I'm sure that point will come after all the DR and Grievance routes have been exhausted, unless a deal is found before that which is acceptable.
People don't want to be like this, it sucks to be constantly stressed out not knowing what tomorrow is going to bring that changes signed agreements of yesterday. It does, however, seem that we're hosed either way. Don't cooperate and you get hosed (GK letter after SIA 1 was turned down). Cooperate and you get hosed (717 deal after all the promises both verbally and in writing in SIA 2).
Based on that, there doesn't seem to be any reason NOT to file these disputes to try to get back some of what we negotiated and which was agreed to that has been taken away.
As I said before, I don't think you guys would be reacting any differently if the shoe were on the other foot.
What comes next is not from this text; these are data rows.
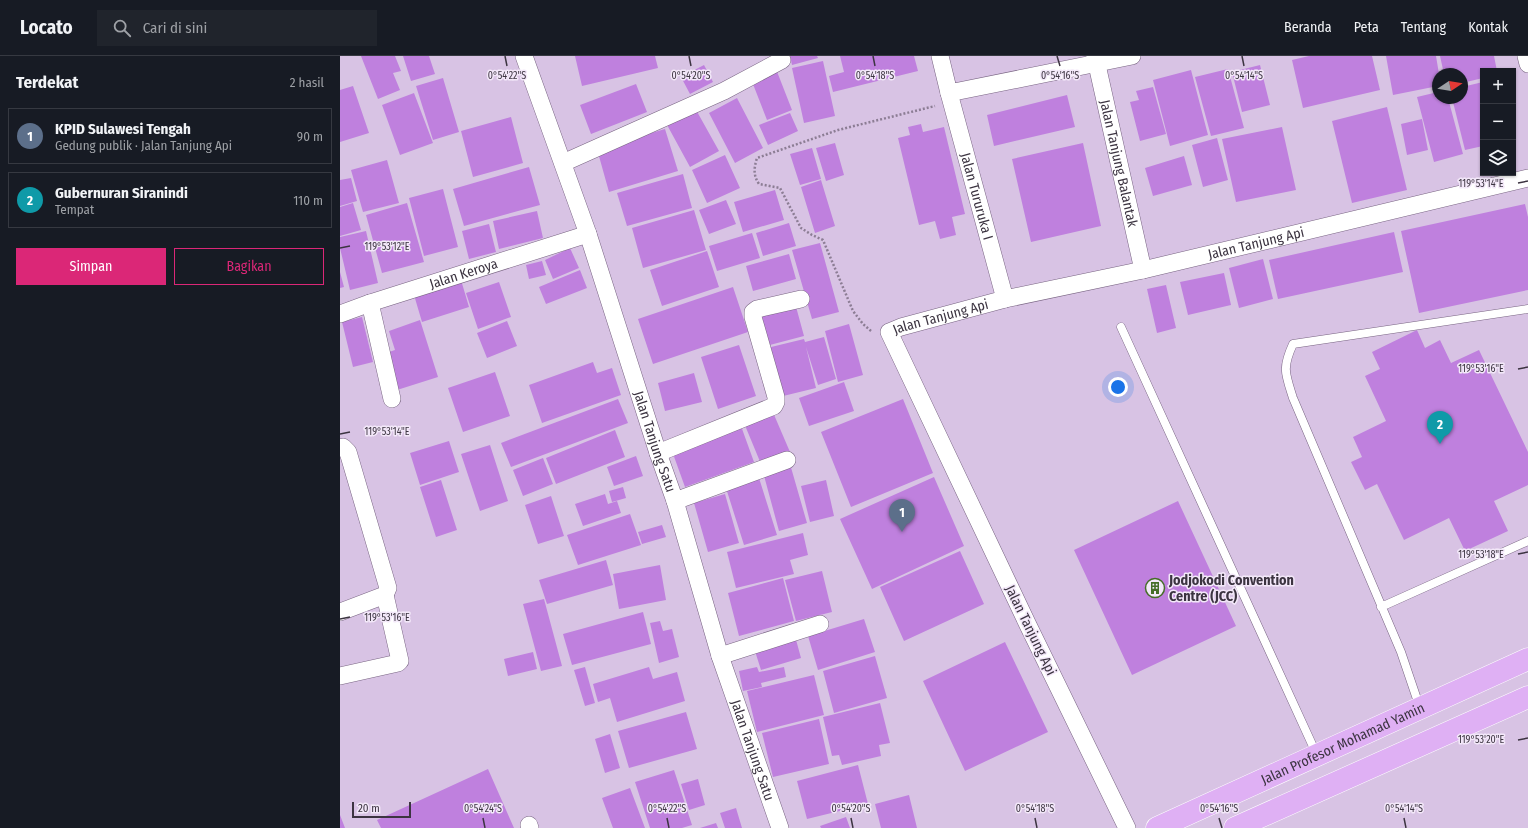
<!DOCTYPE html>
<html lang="id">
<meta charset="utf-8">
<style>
body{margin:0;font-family:"Fira Sans Condensed",sans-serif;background:#20242c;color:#f1f3f6}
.controls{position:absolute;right:12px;top:12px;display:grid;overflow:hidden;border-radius:0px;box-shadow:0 1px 3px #0004}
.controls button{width:36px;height:36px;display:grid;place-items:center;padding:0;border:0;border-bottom:1px solid #363941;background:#171b24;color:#f1f3f6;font:20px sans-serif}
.compass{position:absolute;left:1092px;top:12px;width:36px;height:36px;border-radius:50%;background:#171b24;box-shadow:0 1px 3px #0004;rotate:78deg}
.scale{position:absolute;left:12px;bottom:10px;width:59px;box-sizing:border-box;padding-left:4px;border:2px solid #3c3441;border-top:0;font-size:11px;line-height:14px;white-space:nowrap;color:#3c3441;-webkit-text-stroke:3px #f3e8f9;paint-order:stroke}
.you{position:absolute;left:778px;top:331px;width:14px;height:14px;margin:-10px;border:3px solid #fff;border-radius:50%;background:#1a73e8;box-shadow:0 0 0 6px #1a73e833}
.badge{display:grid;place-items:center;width:26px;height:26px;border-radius:50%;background:#db2777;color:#fff;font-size:13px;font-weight:700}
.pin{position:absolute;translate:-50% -33px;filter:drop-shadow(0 1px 2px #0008)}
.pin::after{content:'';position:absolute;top:21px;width:14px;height:12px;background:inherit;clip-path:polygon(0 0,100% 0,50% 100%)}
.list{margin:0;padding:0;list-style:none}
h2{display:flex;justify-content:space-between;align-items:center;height:52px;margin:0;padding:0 16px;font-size:17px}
h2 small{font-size:13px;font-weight:400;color:#9ea1a6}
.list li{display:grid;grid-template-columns:26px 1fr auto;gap:12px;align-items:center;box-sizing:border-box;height:56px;margin:0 8px 8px;padding:0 8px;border:1px solid #363941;border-radius:0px}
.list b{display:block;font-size:15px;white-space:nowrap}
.list p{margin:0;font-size:13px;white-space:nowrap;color:#9ea1a6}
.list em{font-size:13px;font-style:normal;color:#9ea1a6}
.actions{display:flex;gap:8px;padding:12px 16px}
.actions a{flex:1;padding:9px 0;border:1px solid #db2777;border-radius:0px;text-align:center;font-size:14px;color:#db2777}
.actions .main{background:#db2777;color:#fff}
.icon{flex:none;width:22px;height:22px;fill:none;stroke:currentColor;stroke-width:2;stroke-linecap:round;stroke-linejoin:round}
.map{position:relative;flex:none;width:1188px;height:772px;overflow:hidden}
header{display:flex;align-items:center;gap:24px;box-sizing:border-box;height:56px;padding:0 20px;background:#171b24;border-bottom:1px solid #363941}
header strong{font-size:19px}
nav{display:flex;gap:22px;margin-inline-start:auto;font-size:14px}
.search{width:280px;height:36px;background:#20242c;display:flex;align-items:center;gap:10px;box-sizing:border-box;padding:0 14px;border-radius:0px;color:#9ea1a6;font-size:15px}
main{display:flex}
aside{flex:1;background:#171b24}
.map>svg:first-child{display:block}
</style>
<header>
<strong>Locato</strong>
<div class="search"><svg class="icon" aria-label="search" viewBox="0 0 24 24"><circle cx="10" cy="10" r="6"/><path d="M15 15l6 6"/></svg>Cari di sini</div>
<nav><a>Beranda</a><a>Peta</a><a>Tentang</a><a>Kontak</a></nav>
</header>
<main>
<aside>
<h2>Terdekat<small>2 hasil</small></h2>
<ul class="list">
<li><span class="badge" style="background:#5c6f8a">1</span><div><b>KPID Sulawesi Tengah</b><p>Gedung publik · Jalan Tanjung Api</p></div><em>90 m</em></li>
<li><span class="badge" style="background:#0f9aa8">2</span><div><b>Gubernuran Siranindi</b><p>Tempat</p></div><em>110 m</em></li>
</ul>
<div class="actions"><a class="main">Simpan</a><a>Bagikan</a></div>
</aside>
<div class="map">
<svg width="1188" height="772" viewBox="0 0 1188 772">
<rect width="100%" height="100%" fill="#d8c3e4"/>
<path fill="#bf80de" d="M21 0H55L61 15 53 17 60 34 38 43Z
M63 0H89L95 18 71 25Z
M235 0H315L318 12 242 30Z
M450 0H477L478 2 452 9Z
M500 0H574L578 15 493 36 489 20 504 16Z
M969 0H1032L1040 34 963 52 952 4Z
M1046 0H1096L1099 18H1098V30L1053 39Z
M1100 0H1154L1157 15H1143V22L1122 27V18H1104Z
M483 5 495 60 464 67 452 12Z
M364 9 373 26 350 38 341 21Z
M920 9 930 49 902 56 892 16Z
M436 13 452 54 427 64 411 23Z
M888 13 904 72 871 80 855 21Z
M851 14 868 79 830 90 813 24Z
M103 22 119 76 93 84 76 30Z
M1143 26V90L1125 94 1112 42H1122V31Z
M296 28 307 56 251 78 240 49Z
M13 30 29 77 0 86V34Z
M813 31 826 78 800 85 790 46 799 44 796 35Z
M1098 36V42H1108L1123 98 1094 106 1077 41Z
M74 37 93 87 60 99 42 49Z
M727 39 735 71 654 90 647 59Z
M397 42 423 92 395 107 369 57Z
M1047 51 1067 134 1012 147 992 65Z
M355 52 379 95 350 111 326 67Z
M450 57 458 75 428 89 419 69Z
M171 61 183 107 133 121 121 75Z
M1082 63 1088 94 1067 99 1061 68Z
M581 68 583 76 604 71 625 158 612 161 616 179 600 183 595 165 579 169 558 82 570 79 568 71Z
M942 71 956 134 896 146 882 83Z
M325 73 338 115 269 136 257 93Z
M877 82 888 124 863 131 852 89Z
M495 87 504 119 486 125 476 92Z
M743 87 761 170 691 186 672 103Z
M472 92 481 123 460 129 450 98Z
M385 99 400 132 367 147 352 114Z
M844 100 852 129 813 140 805 112Z
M47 104 59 147 23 156 11 114Z
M189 111 200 149 124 170 113 133Z
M343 118 352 152 287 170 277 137Z
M11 122 17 145 0 150V124Z
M481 124 495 170 475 177 461 131Z
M103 133 118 191 84 200 69 142Z
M435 134 444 164 403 176 394 146Z
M386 144 396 168 369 178 359 154Z
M13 147 21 174 0 180V151Z
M67 147 84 206 42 217 26 159Z
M1185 148 1188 161V234L1079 257 1061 175Z
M354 154 366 194 303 212 292 172Z
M197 155 203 182 159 193 153 165Z
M449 167 456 190 423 200 416 177Z
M149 168 156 196 129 203 122 175Z
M26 175 38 227 10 234 0 192V181Z
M1054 176 1063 216 938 243 929 204Z
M412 177 420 202 377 215 369 190Z
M480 187 499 256 472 263 452 194Z
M230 192 239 212 213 223 205 204Z
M367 195 379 231 322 250 310 214Z
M449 198 456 223 413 235 406 210Z
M923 203 933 243 899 252 889 212Z
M202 205 206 219 189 223 186 209Z
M240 214 247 232 206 248 199 231Z
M0 216 4 231 0 232Z
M884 217 891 249 848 259 840 226Z
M121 224 129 251 82 266 74 239Z
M159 226 171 261 138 273 126 237Z
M826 229 836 272 817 277 807 233Z
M393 231 408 276 313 308 298 263Z
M455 247 464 280 426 290 418 257Z
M22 261 33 306 13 311 2 266Z
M80 264 98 321 57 334 46 297 55 294 49 275Z
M167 265 177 290 147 302 137 277Z
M509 268 523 319 498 326 485 275Z
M1077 274 1085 292 1100 284 1111 307 1139 294 1188 396V429L1154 445 1168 475 1125 495 1109 462 1064 484 1037 428 1025 434 1011 406 1022 401 1013 381 1046 365 1025 320 1040 313 1032 296Z
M484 281 496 323 478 329 466 291 476 332 439 341 427 292 464 283 465 286Z
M399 289 416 340 378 353 361 301Z
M253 306 257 317 272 312 281 339 202 367 189 329Z
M155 316 170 360 123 376 108 332Z
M354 317 362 346 325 355 318 327Z
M504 326 514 355 469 370 459 342Z
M278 343 288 367 171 411 161 387Z
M563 343 593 417 511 451 481 376Z
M432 354 450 396 421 408 404 367Z
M401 370 414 406 345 431 332 395Z
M275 374 285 401 216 428 206 402Z
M109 385 119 416 80 429 70 397Z
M150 389 168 445 140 455 121 398Z
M296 400 303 420 274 430 267 411Z
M203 402 213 428 183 440 173 414Z
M450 408 467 467 439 475 423 416Z
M594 421 624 490 532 533 500 463Z
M419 422 437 479 404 489 386 432Z
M101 424 117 474 96 481 80 431Z
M486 424 494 460 470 466 461 430Z
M283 431 286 442 272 446 269 435Z
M265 438 268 448 277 445 281 457 243 470 235 448Z
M385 438 399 487 368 496 354 447Z
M211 440 224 480 198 488 185 449Z
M838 445 896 570 792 619 734 494Z
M290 458 301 489 238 509 227 479Z
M322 469 326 481 302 488 298 476Z
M463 477 468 499 450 504 454 518 396 532 387 496Z
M620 495 644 548 564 585 540 531Z
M266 504 273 529 207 548 199 524Z
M320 509 326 544 279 553 273 518Z
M482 515 492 556 456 565 445 524Z
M443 522 454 565 399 580 388 537Z
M204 543 222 610 201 615 183 548Z
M303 556 311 588 232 609 223 578Z
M524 563 535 596 478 614 468 580Z
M320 565 323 575 332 573 339 601 319 607 310 567Z
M455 580 461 602 421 614 414 592Z
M665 586 708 676 625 715 583 625Z
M193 596 197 613 168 620 164 603Z
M535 600 547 642 494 657 483 615Z
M245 611 255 647 245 650 234 614Z
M309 611 313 623 337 616 345 645 277 666 270 642 258 646 253 628Z
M417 611 419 616 444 611 446 621 421 627 422 631 403 635 399 615Z
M474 619 484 659 417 676 407 635Z
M540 647 550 687 539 689 541 700 502 709 499 699 492 700 483 661Z
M346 656 357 693 289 712 278 675Z
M479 663 489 708 433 721 422 677Z
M270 678 280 712 265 717 255 683Z
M518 709 528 748 467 763 457 725Z
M148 713 174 772H41L37 764Z
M334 714 352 769 342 772H310L295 726Z
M358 723 365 749 349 754 341 728Z
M290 732 305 772H273L262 742Z
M569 739 577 772H541L535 748Z
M396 752 402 772H385L380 757Z
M0 759 5 772H0Z
M506 761 510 772H481L480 770Z
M376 767 378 772H360Z"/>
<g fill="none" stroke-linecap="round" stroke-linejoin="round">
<g stroke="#786482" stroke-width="9">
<path id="lane" d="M781 271 976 697
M1041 551 1188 485
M1080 652 1061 596 953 342C945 317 942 312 953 288L1188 253"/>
</g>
<g stroke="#786482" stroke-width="18">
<g id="street">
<path id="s1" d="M184 0 248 178 318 397 335 445 380 600 440 772"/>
<path d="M600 0 609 37 792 0"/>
<path id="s2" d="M755 0 803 214"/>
<path d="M1186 0 1188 8"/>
<path id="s3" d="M609 37 665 243"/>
<path d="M223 107 384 35 442 4"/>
<path d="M30 247 52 343"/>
<path id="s4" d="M0 258 30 247 248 178"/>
<path d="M0 392 3 391 8 396 48 532 45 539 0 556"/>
<path d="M318 397 434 350 436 346V341L413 261V256L417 253 461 243"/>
<path d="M335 445 447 404"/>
<path d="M380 600 480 568"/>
<path d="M0 620 58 607 60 605 45 539"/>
<path d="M189 769 190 772"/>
<path id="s5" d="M787 772 687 567 549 276 561 271 665 243 803 214 1188 122"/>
</g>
</g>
<g stroke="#fff" stroke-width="23">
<g id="primary">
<path id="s6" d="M817 772 1188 603"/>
<path d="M895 772 1188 641"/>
</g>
</g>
<path stroke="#8c7d94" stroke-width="2.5" stroke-dasharray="2 2" stroke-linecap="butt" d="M531 275 523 268 513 255 483 184 472 179 461 172 440 132 419 128C413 119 414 112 417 102L498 74 595 50"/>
<use href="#lane" stroke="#fff" stroke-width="8"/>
<use href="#street" stroke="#fff" stroke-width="17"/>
<use href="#primary" stroke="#dfb0f4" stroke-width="22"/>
</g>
<path fill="none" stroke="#3c3441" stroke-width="1.5" d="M165 0 167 10M349 0 351 10M533 0 535 10M717 0 720 10M902 0 904 10M1178 127 1188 125M0 192 10 190M1178 313 1188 311M0 378 10 376M1178 498 1188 496M0 563 10 561M1178 684 1188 682M143 762 145 772M327 762 329 772M511 762 513 772M695 762 697 772M879 762 882 772M1064 762 1066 772"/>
<defs>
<g id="building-ring" transform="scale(1)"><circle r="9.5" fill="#f3e8f9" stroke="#456d28" stroke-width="1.5"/><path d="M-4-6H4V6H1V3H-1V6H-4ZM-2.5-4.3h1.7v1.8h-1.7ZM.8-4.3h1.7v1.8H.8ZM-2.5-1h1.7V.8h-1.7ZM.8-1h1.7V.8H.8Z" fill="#456d28"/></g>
</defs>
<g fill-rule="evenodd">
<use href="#building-ring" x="815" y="532"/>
</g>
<g text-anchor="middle" stroke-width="3" stroke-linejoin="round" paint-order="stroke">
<g font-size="14" fill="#3c3441" stroke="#f3e8f9">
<text dy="5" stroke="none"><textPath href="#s2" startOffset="110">Jalan Tanjung Balantak</textPath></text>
<text dy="5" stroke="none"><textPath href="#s3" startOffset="107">Jalan Tururuka I</textPath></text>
<text dy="5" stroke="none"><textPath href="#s5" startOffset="928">Jalan Tanjung Api</textPath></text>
<text dy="5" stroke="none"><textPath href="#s4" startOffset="130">Jalan Keroya</textPath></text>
<text dy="5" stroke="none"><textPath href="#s5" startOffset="604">Jalan Tanjung Api</textPath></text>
<text dy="5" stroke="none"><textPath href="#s1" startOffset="407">Jalan Tanjung Satu</textPath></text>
<text transform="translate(691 574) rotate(64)" y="5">Jalan Tanjung Api</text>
<text dy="5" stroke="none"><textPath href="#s6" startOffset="204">Jalan Profesor Mohamad Yamin</textPath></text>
<text dy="5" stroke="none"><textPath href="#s1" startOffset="731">Jalan Tanjung Satu</textPath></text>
</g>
<g font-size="14" font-weight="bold" fill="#3c3441" stroke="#f3e8f9" text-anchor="start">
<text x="829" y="529">Jodjokodi Convention<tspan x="829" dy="16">Centre (JCC)</tspan></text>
</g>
</g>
<g font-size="10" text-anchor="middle" fill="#3c3441" stroke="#f3e8f9" stroke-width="3" stroke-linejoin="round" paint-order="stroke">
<text x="167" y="23">0°54'22"S</text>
<text x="351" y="23">0°54'20"S</text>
<text x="535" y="23">0°54'18"S</text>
<text x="720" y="23">0°54'16"S</text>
<text x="904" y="23">0°54'14"S</text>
<text x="1141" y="131">119°53'14"E</text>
<text x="47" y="194">119°53'12"E</text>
<text x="1141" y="316">119°53'16"E</text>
<text x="47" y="379">119°53'14"E</text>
<text x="1141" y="502">119°53'18"E</text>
<text x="47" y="565">119°53'16"E</text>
<text x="1141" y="687">119°53'20"E</text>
<text x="143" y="756">0°54'24"S</text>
<text x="327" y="756">0°54'22"S</text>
<text x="511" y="756">0°54'20"S</text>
<text x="695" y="756">0°54'18"S</text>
<text x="879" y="756">0°54'16"S</text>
<text x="1064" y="756">0°54'14"S</text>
</g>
</svg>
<div class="controls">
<button>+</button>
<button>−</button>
<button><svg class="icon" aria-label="layers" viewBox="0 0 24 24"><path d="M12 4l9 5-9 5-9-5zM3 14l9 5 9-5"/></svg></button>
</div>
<svg class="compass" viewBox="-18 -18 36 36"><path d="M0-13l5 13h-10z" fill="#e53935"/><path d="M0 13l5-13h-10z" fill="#9ea1a6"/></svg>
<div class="scale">20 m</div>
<div class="you"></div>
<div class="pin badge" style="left:562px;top:476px;background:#5c6f8a">1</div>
<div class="pin badge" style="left:1100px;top:388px;background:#0f9aa8">2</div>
</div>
</main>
In fact, Steve Chase's actions only go to prove that you WOULD. Hence the firm enforcement of the 1/1/15 date when management makes hints that they might not make the date, so you can be sure to capture all the CA seats. SC's email was very clear that you would use every avenue to enforce the 1/1/15 date for that very reason, regardless of what the company wanted.
We're simply doing the same thing. Using every avenue to enforce the deal we negotiated. At this point there's no compelling reason NOT to. As long as the planes get flown and the company makes money, the no-furlough clause remains in place, people keep transitioning, and we all keep moving down the road to becoming one, big, happy family.
The Great Pumpkin is coming! GOOOO Cowboys!

(in other words, enjoy your life, it goes by awfully fast, and stressing about this won't make it all be done any easier or faster).